• _TRY IT_
In the entries below, find every line with "sizing" and copy it.

SUPPLIED MATERIAL Start Marker

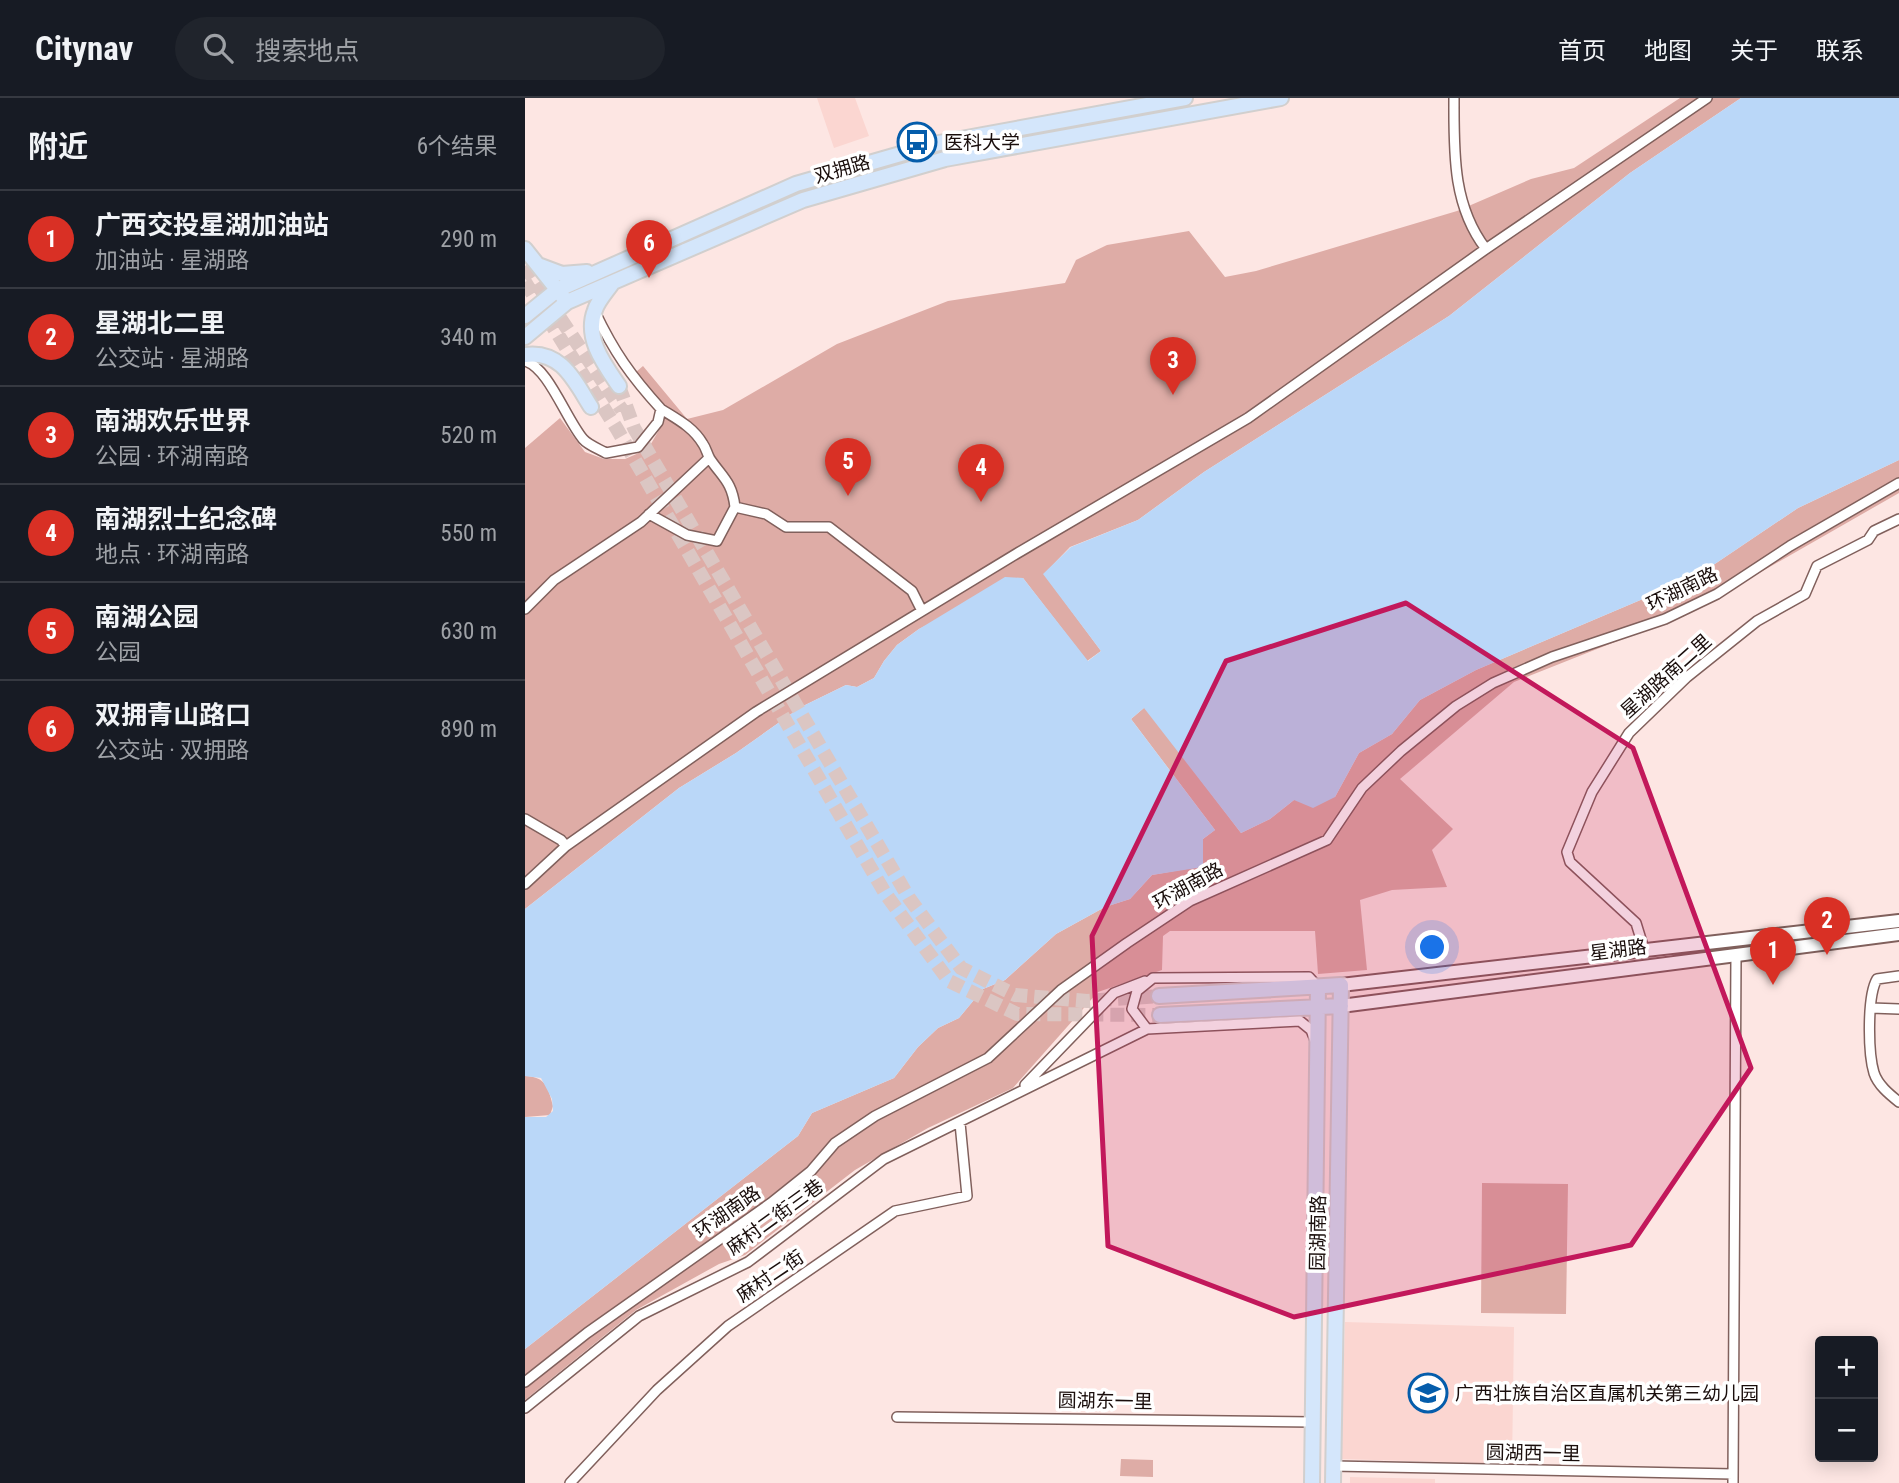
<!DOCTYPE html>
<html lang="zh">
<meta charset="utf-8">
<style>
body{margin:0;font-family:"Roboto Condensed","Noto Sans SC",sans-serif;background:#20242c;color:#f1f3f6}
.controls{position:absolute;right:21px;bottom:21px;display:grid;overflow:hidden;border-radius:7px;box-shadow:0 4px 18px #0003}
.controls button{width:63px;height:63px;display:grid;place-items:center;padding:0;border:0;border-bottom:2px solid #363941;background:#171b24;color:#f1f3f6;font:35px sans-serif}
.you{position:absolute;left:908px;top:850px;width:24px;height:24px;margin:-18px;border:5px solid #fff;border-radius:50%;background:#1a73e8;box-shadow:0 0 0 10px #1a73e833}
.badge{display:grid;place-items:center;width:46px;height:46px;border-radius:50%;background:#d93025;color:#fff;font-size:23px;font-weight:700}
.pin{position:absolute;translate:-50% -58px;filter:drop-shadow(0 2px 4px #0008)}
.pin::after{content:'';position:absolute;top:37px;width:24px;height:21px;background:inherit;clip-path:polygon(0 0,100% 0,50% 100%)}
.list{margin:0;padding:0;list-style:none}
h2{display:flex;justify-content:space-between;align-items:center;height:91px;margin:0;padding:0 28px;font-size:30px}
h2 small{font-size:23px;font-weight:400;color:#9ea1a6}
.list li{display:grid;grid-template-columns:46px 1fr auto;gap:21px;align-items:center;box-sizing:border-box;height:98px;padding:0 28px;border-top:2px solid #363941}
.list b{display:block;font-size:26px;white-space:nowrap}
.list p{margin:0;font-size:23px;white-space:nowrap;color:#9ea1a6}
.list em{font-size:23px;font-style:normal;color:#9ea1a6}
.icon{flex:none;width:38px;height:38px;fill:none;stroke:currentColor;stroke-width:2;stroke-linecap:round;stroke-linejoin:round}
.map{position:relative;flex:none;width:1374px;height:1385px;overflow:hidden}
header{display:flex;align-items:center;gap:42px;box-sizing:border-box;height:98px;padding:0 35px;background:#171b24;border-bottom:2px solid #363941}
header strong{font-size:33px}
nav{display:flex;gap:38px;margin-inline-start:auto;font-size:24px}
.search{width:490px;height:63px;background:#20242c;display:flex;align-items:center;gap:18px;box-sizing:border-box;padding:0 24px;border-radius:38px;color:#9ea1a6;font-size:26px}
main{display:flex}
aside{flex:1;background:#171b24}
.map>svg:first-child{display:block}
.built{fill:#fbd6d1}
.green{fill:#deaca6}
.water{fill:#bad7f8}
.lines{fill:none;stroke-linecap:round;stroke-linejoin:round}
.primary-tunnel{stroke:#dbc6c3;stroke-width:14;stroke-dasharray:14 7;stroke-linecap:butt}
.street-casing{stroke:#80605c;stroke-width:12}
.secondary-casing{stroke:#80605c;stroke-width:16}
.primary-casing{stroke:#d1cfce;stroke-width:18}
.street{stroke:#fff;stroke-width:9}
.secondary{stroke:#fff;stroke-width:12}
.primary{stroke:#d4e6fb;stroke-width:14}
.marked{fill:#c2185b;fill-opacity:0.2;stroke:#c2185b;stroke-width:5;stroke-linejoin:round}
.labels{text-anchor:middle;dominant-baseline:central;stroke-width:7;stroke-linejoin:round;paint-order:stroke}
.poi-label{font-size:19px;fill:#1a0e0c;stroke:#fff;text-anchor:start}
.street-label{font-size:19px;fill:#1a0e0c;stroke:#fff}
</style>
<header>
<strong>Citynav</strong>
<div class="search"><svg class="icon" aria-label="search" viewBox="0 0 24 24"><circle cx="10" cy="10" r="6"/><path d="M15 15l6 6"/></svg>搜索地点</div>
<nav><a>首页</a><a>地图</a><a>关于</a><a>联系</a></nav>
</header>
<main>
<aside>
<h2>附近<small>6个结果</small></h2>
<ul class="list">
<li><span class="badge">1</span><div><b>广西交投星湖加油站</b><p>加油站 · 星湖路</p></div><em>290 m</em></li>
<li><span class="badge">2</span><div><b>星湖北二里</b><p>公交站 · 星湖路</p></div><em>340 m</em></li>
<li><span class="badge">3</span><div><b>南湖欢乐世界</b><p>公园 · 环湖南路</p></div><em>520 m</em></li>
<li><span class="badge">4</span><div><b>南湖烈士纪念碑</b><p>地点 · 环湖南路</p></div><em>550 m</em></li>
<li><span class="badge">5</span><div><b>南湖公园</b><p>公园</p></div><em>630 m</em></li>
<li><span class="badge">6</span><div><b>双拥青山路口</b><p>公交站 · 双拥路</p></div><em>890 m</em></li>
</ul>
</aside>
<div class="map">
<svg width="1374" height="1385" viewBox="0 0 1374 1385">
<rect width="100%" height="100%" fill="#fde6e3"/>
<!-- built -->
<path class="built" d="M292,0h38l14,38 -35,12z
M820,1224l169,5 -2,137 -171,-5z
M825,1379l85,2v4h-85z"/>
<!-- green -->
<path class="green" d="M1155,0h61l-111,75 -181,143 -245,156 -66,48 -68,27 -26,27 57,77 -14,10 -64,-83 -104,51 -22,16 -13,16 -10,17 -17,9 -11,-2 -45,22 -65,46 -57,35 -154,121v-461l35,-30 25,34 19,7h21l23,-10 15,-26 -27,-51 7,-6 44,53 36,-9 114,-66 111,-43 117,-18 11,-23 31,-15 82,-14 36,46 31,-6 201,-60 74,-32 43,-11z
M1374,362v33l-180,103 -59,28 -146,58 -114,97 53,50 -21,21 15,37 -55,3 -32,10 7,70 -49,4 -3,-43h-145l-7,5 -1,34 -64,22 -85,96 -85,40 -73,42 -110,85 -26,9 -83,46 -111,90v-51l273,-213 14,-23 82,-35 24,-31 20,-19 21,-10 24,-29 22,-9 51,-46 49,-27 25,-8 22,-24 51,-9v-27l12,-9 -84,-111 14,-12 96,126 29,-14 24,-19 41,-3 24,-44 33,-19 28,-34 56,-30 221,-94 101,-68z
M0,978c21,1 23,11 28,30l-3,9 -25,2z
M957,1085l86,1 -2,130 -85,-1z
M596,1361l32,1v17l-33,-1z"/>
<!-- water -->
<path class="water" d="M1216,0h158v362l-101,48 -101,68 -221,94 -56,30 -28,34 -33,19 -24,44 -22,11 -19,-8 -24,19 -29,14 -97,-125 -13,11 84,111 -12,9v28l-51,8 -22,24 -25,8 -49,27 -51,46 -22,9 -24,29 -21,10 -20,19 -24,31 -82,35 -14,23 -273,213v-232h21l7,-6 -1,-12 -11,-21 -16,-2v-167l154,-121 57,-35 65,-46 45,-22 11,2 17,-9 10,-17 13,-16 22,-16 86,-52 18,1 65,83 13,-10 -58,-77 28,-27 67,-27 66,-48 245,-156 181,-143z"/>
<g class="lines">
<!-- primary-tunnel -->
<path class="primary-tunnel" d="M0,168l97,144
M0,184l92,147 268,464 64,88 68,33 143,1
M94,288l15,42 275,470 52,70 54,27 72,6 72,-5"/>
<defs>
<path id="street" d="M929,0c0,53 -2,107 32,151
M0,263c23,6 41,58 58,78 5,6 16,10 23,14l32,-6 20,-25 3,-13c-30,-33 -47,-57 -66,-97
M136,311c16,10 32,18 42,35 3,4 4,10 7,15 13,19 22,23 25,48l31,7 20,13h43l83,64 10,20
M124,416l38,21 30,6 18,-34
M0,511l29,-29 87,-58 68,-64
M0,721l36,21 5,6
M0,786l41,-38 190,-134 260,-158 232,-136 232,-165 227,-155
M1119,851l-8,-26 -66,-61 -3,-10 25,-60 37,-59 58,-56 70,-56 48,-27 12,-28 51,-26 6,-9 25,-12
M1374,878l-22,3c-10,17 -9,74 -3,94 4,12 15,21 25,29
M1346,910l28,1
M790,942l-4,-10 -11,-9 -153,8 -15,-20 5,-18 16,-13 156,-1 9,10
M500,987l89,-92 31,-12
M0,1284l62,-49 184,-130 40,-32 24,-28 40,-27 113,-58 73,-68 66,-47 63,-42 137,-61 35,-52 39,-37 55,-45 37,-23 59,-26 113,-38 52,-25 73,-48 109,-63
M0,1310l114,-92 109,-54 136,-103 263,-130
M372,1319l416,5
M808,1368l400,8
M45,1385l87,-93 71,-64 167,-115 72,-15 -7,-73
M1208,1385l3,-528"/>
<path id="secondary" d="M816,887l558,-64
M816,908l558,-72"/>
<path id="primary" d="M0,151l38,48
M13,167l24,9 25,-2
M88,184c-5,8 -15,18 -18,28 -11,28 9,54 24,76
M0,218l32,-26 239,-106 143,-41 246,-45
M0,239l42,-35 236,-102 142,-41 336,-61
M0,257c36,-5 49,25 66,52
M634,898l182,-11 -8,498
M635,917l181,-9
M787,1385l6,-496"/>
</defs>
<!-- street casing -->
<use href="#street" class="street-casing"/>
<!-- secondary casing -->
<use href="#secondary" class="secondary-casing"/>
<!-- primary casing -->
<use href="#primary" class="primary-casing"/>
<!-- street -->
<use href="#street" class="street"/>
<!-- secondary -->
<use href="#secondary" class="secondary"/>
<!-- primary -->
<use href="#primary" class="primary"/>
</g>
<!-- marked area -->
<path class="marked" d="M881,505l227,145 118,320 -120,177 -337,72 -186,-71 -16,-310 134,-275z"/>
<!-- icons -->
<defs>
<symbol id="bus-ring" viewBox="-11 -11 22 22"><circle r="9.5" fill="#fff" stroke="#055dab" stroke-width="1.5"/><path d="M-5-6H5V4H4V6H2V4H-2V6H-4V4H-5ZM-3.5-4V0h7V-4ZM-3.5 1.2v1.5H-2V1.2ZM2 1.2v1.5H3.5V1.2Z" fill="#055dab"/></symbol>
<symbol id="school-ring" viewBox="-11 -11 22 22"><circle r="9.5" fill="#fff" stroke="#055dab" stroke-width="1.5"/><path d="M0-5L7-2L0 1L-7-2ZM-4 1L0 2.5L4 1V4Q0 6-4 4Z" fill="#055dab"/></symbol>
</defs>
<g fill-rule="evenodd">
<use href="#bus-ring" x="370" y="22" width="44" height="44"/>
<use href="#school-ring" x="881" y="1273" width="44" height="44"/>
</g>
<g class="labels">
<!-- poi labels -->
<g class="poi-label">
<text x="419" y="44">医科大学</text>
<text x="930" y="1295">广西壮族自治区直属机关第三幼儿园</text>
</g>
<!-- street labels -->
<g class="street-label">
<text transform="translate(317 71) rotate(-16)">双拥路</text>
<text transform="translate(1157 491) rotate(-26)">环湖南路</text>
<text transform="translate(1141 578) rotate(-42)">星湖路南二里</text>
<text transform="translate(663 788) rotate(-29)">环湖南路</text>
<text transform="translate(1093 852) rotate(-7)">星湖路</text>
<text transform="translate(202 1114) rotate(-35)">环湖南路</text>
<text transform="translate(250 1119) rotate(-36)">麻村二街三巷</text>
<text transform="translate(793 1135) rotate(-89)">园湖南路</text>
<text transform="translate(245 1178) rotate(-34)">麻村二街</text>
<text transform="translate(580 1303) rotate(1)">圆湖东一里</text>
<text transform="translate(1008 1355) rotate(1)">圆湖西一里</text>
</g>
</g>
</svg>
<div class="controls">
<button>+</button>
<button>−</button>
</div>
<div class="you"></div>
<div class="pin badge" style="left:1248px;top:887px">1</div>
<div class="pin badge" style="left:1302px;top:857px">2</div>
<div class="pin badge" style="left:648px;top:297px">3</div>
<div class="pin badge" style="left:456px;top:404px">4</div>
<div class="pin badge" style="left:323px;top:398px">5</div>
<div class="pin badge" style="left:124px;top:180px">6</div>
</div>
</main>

SUPPLIED MATERIAL End Marker

• _ANSWER BOX_
.list li{display:grid;grid-template-columns:46px 1fr auto;gap:21px;align-items:center;box-sizing:border-box;height:98px;padding:0 28px;border-top:2px solid #363941}
header{display:flex;align-items:center;gap:42px;box-sizing:border-box;height:98px;padding:0 35px;background:#171b24;border-bottom:2px solid #363941}
.search{width:490px;height:63px;background:#20242c;display:flex;align-items:center;gap:18px;box-sizing:border-box;padding:0 24px;border-radius:38px;color:#9ea1a6;font-size:26px}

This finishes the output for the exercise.